In a recent positive development in February of 2016, the Canadian Bar Association also adopted Model Business Principles on Forced Labour, Labour Trafficking, and Illegal or Harmful Child Labour. See 2016 C.B.A. Res. 16-03-M. The impetus to create the Canadian Model Principles was spearheaded by Stephen Pike, an ABA Business Law Section member, working with a team from the Canadian Corporate Counsel Association without any separate input from the ABA Business Law Section. Although varying in scope from the ABA Model Principles, the Canadian Model Principles are otherwise substantially similar. This will be reviewed in more detail in a separate article.
Human trafficking and child labor are illegal in virtually every country. In the case of human trafficking, 169 countries are parties to the Protocol to Prevent, Suppress and Punish Trafficking in Persons, Especially Women and Children (the Palermo Protocol).
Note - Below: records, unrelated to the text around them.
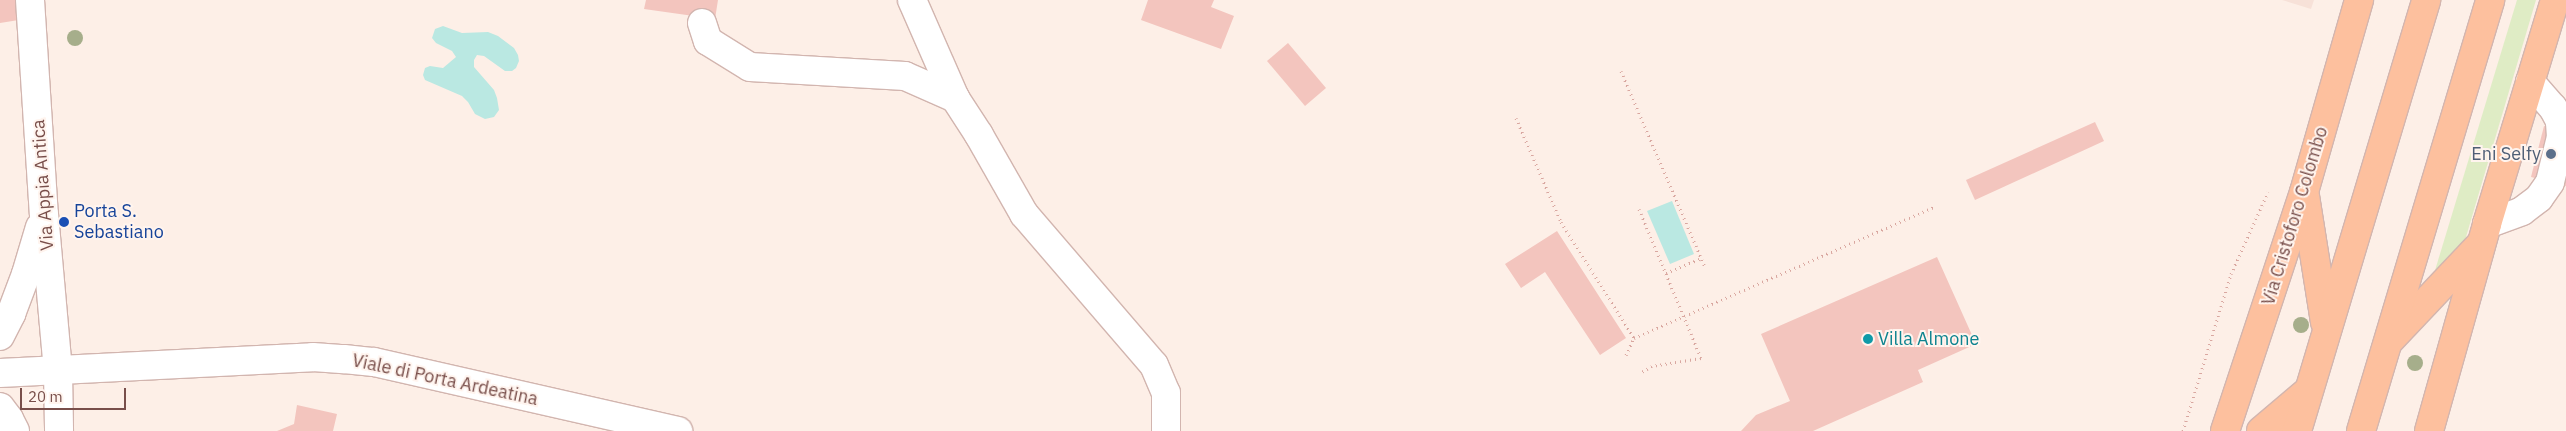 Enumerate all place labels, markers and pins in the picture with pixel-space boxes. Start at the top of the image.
place label: Eni Selfy [2471,143,2541,165]
marker: Eni Selfy [2545,148,2557,160]
place label: Porta S. Sebastiano [74,201,164,243]
marker: Porta S. Sebastiano [58,216,70,228]
place label: Villa Almone [1878,328,1979,350]
marker: Villa Almone [1862,333,1874,345]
More than 100 countries have passed anti-trafficking laws, and many have established specialized law-enforcement units. In the case of child labor, 168 countries have ratified the ILO Minimum Age Convention (No. 138). However, violations of these laws are commonplace—particularly overseas—due to the demand for cheap labor and services and the lack of meaningful law enforcement, as well as various other contributing factors. If a business relies on lack of enforcement as a strategy for avoiding prosecution, it is taking a risk that the enforcement policy will change, thereby exposing it to potential civil and criminal liability.
The majority of existing supply-chain laws require public disclosure of efforts taken to address labor trafficking and/or child labor but do not require specific action taken toward that end. These laws are designed to provide consumers and the court of public opinion with information on the progress of corporations to address slavery issues in supply chains and appropriately reward or punish business enterprises based on their progress or lack thereof in doing so. For example, the proposed federal Business Supply Chain Transparency on Trafficking and Slavery Act (currently in the House of Representatives) would require disclosures similar to those required by the California Transparency in Supply Chains Act—that is, actions taken by business enterprises to eradicate slavery in its supply chains—although the federal disclosures would be prepared primarily for the U.S. Securities and Exchange Commission.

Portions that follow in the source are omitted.